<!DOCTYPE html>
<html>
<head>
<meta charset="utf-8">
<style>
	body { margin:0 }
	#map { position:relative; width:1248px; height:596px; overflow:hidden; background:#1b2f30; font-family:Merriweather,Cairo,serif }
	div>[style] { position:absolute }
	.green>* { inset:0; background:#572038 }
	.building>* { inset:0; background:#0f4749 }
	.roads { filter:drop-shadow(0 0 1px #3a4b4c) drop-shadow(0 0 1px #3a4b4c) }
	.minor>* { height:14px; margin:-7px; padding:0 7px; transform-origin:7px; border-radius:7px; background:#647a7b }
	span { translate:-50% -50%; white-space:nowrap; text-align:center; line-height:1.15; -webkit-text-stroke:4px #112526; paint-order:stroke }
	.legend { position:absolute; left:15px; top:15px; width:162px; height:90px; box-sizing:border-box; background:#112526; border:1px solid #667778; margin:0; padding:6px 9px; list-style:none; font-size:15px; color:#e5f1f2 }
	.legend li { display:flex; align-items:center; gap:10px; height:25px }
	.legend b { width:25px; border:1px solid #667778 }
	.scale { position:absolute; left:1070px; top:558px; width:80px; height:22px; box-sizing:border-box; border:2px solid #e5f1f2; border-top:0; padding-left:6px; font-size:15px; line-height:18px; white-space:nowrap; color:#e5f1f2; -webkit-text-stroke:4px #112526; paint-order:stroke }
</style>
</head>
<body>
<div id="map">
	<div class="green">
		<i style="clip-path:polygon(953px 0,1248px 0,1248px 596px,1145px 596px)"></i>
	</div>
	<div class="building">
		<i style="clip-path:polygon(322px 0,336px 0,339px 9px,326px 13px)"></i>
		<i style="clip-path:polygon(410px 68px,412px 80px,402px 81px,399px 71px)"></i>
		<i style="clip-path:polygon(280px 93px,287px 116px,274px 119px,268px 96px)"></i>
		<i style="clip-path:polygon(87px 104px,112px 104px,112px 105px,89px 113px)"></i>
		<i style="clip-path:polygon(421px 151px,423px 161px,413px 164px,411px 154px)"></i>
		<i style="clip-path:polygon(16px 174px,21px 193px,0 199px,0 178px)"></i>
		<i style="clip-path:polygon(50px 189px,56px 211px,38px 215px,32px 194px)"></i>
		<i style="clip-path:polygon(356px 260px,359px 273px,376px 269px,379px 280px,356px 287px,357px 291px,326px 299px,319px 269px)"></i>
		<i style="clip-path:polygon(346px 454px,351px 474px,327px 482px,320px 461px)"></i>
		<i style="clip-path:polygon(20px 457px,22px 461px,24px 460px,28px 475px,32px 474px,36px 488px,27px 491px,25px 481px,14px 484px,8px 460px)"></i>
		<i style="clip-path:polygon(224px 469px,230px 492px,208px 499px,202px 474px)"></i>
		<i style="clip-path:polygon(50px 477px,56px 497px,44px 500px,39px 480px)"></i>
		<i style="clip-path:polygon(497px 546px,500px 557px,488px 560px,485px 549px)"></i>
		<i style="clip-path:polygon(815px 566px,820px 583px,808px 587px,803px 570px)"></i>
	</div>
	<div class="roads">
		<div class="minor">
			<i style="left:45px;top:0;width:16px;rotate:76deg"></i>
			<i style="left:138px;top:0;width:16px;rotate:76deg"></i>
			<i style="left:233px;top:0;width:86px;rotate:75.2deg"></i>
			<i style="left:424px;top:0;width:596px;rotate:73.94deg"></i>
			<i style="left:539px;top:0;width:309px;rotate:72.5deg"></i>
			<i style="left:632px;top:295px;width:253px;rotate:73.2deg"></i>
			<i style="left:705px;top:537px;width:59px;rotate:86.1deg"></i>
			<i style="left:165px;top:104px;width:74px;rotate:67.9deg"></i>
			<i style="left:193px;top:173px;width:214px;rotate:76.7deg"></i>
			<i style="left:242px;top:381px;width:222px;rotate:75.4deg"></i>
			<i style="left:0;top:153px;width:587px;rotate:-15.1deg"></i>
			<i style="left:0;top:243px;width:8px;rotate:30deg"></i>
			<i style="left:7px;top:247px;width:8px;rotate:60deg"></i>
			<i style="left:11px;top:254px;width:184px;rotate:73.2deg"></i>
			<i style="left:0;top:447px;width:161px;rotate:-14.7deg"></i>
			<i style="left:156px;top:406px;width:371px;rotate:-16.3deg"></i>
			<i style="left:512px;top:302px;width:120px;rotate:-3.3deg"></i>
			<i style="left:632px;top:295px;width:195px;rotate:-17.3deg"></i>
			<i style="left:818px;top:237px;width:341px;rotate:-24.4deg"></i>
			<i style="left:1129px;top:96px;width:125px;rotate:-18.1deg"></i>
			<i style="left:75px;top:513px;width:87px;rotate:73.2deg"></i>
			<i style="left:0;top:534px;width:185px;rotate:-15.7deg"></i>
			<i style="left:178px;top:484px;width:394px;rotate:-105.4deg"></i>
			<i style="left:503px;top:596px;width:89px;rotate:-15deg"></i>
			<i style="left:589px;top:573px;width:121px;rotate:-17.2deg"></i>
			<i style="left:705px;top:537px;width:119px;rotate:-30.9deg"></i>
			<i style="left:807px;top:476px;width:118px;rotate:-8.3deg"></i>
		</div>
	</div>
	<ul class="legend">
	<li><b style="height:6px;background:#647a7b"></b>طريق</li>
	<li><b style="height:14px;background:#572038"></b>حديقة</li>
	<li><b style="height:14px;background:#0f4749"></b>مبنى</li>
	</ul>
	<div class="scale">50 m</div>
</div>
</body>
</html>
○ ○ ○ ○ ○ ○ ○
Instructions to follow
Return each line exactly, beginning at the start of the material above and ending at the line that includes "display:flex; align-items:center; gap:10px;", with both of those kept.

Task result
<!DOCTYPE html>
<html>
<head>
<meta charset="utf-8">
<style>
	body { margin:0 }
	#map { position:relative; width:1248px; height:596px; overflow:hidden; background:#1b2f30; font-family:Merriweather,Cairo,serif }
	div>[style] { position:absolute }
	.green>* { inset:0; background:#572038 }
	.building>* { inset:0; background:#0f4749 }
	.roads { filter:drop-shadow(0 0 1px #3a4b4c) drop-shadow(0 0 1px #3a4b4c) }
	.minor>* { height:14px; margin:-7px; padding:0 7px; transform-origin:7px; border-radius:7px; background:#647a7b }
	span { translate:-50% -50%; white-space:nowrap; text-align:center; line-height:1.15; -webkit-text-stroke:4px #112526; paint-order:stroke }
	.legend { position:absolute; left:15px; top:15px; width:162px; height:90px; box-sizing:border-box; background:#112526; border:1px solid #667778; margin:0; padding:6px 9px; list-style:none; font-size:15px; color:#e5f1f2 }
	.legend li { display:flex; align-items:center; gap:10px; height:25px }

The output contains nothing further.